Wade makes another u-turn. I have to admit, he makes u-turns like a rock star. “Westwood bound,” he says.
“Last night,” I say.
“Not my business,” Wade says.
“Shrooms were involved,” I explain. “Drugs are bad.”
He considers me with his devilish grin. This is the first time I have ever been jealous of Tori. “Yeah, I’ve seen all the commercials,” he says with delectable detachment.
His Jaguar flies down the hills to Sunset Boulevard. The cool morning air chills my nose as he turns sharply onto the strip. We do not talk. It feels comfortable to be silent with Wade. We enter Beverly Hills and make our way through the sleepy city to Westwood.
“I live at the Ashton on Wilshire,” I tell him.
“Ah, an Ashton girl,” he says.
“That’s supposed to mean something?”
“Nope. It’s all good,” he says as he turns onto Wilshire and we quickly approach my apartment.
I decide not to prod him because I already know what he means. Ashton girls have silver spoons up their ass, but who’s Wade to talk? Tori has a whole drawer-full of silver cutlery up hers.
The car pulls to a stop at the lobby doors. The ride was so fast on an early Saturday morning. Too fast. He studies me with confident intensity as he waits for me to leave his car.
“Wade Donovan saves the day,” I say trying to muster up a sly Wade Donovan smile.
“Don’t worry, Emily,” he says. “Your secrets are safe with me.”
Perfect. He doesn’t even know my name. I’m so done with just about everything right now. I nod, give him an awkward wink and then saunter away barefoot refusing to give Wade or this bullshit world one more word.
I curl up on the sofa in my favorite flannel pajamas waiting for my hair to dry before I can sleep. I apply ointment to my cut toe from the first-aid kit my father checks on every time he visits. Once I secure the band-aid I carefully slide on thick cotton socks, the organic ones Kat gave me for Christmas.
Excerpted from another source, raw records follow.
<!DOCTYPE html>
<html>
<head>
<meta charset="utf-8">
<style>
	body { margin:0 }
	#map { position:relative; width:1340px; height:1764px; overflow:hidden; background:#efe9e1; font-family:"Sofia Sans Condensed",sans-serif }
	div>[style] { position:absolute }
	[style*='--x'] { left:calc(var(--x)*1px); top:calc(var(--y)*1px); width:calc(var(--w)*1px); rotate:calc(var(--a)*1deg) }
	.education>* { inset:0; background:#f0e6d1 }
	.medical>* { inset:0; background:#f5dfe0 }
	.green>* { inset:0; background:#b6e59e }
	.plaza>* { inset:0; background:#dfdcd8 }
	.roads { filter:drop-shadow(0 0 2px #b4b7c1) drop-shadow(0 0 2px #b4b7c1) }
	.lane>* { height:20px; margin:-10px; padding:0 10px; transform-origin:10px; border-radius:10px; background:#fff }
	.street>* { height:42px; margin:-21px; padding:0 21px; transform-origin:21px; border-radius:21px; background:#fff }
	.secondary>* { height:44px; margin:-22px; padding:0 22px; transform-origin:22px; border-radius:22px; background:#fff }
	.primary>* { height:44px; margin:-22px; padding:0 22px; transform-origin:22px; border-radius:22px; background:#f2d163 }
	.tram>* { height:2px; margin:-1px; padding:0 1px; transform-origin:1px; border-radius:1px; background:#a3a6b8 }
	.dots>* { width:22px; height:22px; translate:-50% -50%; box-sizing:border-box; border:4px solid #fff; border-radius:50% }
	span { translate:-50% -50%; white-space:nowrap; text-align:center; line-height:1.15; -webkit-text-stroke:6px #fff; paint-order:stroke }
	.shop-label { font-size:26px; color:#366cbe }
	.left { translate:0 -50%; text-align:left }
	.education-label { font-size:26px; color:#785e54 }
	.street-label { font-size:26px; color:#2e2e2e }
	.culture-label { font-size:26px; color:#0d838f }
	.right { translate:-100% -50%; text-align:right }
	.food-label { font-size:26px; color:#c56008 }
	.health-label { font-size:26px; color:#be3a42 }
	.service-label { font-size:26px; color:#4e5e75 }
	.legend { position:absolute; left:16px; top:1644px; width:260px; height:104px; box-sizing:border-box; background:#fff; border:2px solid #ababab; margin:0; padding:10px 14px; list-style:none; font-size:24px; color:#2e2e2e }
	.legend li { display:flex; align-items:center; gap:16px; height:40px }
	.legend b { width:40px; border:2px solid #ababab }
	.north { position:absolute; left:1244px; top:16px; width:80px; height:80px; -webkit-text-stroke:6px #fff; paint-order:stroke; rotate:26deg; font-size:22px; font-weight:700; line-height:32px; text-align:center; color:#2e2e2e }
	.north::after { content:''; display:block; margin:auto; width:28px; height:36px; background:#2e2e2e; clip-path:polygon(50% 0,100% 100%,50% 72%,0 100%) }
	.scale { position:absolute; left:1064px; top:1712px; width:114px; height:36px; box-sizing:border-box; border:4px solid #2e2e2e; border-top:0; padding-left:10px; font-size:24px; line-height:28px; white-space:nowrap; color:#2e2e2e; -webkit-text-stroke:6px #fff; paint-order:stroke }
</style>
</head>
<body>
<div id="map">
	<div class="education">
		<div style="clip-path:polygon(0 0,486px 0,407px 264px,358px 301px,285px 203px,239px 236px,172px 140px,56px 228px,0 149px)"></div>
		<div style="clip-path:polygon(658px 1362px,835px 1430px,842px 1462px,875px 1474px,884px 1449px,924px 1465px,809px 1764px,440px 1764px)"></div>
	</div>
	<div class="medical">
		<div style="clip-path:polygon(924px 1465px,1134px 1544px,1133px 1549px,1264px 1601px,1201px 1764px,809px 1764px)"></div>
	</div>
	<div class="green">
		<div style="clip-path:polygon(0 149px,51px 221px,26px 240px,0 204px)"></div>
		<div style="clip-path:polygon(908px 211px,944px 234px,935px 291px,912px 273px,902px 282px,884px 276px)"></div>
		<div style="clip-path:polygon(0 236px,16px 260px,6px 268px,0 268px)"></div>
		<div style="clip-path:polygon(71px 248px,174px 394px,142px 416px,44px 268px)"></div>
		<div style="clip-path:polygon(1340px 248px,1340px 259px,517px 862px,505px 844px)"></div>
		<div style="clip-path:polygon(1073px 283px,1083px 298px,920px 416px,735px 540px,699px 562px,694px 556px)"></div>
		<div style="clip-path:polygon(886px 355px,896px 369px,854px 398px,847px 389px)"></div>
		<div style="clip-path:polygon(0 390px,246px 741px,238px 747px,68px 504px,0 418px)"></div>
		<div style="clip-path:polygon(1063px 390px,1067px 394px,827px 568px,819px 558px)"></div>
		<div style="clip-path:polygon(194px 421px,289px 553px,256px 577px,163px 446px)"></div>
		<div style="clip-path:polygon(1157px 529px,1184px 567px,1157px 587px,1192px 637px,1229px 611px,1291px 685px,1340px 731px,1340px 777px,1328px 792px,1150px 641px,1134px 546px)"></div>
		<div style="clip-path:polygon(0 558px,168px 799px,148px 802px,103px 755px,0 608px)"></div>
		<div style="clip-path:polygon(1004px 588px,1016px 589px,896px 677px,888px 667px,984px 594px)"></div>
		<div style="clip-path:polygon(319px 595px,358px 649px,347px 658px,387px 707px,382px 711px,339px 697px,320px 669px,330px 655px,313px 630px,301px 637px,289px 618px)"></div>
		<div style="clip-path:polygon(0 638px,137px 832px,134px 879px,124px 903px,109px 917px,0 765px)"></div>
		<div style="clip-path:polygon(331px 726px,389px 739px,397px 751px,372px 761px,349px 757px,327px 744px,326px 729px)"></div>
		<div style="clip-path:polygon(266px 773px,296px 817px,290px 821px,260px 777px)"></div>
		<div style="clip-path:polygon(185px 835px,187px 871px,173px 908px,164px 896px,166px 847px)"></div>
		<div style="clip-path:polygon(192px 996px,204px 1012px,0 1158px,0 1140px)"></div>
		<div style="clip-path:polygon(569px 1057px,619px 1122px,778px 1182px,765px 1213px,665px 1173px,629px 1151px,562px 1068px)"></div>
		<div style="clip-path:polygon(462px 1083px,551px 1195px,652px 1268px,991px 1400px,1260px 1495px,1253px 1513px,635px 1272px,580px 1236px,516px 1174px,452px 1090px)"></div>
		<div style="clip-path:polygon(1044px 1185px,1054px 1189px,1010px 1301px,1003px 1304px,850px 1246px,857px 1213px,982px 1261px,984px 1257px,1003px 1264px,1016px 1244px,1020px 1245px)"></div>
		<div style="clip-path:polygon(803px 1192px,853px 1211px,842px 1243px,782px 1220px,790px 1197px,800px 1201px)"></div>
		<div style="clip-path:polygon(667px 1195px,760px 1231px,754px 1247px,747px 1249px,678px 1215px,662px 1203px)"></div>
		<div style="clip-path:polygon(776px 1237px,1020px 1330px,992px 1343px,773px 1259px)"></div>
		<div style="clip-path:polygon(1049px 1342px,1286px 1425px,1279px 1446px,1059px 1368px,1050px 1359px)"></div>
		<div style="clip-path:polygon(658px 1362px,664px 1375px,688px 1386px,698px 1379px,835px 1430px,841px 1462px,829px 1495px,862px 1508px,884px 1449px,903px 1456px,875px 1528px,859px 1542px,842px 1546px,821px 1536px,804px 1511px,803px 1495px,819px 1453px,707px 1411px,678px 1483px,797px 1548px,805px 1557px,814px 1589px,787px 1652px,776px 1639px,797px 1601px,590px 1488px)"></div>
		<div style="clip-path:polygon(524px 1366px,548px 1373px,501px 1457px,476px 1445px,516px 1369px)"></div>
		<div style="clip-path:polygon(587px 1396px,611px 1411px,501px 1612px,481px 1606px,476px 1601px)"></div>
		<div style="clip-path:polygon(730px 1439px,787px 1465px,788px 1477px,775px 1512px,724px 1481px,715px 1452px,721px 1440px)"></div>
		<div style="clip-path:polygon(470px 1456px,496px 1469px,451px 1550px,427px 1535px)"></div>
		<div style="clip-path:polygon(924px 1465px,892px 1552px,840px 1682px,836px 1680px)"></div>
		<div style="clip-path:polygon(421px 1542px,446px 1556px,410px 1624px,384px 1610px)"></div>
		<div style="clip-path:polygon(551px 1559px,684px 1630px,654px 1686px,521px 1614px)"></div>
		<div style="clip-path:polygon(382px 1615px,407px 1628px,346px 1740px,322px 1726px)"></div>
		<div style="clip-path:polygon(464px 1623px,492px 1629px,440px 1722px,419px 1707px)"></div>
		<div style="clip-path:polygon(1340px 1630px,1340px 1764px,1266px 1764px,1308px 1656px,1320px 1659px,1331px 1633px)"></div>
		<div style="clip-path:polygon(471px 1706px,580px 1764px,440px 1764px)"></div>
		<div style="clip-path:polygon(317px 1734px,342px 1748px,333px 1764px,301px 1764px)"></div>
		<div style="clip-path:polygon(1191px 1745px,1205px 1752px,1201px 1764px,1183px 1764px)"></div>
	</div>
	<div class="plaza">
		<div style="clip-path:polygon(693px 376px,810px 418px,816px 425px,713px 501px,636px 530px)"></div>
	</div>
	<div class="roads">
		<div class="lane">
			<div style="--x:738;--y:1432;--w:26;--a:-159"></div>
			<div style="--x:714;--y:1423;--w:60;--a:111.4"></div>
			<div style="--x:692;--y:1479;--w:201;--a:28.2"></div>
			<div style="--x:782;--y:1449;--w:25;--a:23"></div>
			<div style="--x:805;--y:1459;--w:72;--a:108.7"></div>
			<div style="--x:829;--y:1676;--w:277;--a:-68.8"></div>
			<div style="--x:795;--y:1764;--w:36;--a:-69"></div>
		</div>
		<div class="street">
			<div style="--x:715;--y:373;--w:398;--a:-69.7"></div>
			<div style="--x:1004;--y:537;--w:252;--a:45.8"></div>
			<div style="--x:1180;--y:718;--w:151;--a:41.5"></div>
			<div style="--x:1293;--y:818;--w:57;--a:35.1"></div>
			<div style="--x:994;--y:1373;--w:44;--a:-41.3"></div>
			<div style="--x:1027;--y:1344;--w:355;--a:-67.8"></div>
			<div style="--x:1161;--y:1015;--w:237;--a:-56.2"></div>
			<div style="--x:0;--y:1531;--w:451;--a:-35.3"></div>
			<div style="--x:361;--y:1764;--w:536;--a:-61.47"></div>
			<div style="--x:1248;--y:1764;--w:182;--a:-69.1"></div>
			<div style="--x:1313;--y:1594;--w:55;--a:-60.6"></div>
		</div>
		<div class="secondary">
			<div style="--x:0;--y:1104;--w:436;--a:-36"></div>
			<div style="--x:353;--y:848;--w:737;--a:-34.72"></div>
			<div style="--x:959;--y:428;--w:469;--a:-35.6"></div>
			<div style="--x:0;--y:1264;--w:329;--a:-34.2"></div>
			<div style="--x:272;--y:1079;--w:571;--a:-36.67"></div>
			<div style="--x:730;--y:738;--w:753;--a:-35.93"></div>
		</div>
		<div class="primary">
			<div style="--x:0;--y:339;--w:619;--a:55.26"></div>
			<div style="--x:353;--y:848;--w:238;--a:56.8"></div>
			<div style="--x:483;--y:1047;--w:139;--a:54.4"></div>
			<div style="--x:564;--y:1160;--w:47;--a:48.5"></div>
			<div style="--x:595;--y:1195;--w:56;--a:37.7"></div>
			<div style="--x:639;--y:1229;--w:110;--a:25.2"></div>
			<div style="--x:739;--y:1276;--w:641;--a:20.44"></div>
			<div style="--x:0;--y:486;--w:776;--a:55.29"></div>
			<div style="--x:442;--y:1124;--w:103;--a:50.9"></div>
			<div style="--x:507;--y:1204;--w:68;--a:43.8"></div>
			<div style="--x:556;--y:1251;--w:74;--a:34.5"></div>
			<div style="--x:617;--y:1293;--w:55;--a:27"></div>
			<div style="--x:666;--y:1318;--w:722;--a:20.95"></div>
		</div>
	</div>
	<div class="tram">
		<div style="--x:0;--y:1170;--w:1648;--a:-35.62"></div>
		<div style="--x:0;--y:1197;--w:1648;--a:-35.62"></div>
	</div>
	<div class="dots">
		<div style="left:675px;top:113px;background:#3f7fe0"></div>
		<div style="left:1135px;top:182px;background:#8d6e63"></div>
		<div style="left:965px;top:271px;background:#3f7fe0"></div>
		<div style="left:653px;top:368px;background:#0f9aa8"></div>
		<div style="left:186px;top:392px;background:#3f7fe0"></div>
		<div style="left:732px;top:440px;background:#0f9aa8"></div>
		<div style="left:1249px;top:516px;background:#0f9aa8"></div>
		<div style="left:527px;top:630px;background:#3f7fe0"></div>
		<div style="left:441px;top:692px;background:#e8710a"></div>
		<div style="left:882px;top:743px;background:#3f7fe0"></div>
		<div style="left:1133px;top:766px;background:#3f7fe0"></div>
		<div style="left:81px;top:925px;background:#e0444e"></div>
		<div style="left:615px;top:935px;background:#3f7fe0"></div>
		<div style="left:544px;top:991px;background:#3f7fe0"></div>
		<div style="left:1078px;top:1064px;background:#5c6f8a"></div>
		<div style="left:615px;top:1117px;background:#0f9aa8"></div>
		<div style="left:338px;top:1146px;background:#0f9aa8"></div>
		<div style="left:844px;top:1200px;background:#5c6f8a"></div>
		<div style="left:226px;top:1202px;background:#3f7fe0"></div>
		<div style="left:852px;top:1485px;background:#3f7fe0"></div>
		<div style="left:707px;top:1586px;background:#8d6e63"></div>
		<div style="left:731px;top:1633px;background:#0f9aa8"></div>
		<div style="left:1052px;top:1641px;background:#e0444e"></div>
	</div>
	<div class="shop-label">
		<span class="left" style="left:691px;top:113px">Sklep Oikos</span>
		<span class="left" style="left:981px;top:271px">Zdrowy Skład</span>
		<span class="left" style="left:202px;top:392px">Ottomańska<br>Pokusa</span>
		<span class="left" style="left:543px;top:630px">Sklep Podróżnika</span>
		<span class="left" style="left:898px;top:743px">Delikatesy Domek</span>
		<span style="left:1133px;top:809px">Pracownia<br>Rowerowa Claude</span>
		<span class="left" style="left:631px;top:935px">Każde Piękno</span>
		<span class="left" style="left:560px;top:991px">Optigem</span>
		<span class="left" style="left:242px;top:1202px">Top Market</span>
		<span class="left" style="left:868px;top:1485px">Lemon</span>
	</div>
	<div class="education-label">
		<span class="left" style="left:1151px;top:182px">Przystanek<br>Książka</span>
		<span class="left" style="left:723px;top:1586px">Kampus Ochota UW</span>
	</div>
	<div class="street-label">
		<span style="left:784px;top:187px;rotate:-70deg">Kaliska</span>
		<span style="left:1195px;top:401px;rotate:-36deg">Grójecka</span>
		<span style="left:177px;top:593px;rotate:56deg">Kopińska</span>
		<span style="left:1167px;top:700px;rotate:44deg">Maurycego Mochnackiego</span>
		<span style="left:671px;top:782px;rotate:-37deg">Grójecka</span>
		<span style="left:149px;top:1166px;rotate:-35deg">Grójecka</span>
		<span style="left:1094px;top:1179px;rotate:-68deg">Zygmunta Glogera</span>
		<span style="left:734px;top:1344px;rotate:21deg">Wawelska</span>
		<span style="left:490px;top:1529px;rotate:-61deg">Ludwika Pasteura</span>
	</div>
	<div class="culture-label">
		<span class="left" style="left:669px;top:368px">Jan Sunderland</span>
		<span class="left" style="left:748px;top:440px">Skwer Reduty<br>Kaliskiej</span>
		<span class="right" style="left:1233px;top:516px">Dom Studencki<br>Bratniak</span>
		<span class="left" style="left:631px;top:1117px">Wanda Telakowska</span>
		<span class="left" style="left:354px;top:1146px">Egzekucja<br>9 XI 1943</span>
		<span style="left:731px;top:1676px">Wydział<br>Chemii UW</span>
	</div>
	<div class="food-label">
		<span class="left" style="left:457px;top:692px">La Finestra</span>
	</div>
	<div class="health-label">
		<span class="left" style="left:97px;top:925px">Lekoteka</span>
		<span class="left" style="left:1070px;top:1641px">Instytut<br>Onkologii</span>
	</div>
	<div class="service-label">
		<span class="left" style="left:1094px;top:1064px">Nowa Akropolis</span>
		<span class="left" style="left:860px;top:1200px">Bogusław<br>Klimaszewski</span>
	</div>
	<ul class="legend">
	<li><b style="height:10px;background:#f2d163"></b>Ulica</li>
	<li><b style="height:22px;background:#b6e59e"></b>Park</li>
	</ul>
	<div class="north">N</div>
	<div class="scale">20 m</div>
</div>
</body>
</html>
There’s a half-watched movie I start on the DVR. A funny zombie movie. Eat zombies, eat. Make me forget this stupid loneliness that plagues me. I am forever uprooted. I am forever sickened by this game we play of vanity and power.
I want to fly a red kite as I run through the long grasses of my grandparents’ farm. I want to get drunk off homemade appleberry wine in the sweaty moonlight. I want to be found hiding in a cornfield by the shy boy who has waited years to deliver his nervous kiss.
Somewhere in the heart of that alternate life, that dream of another world, my mother would be alive and laughing. Her laughter was like manna from heaven. Not even her cancer could stop her from laughing until one day it made it stop forever.
Eat zombies, eat. Eat my brain and all my thoughts too. I want to sleep the whole day as if it were the blackest night.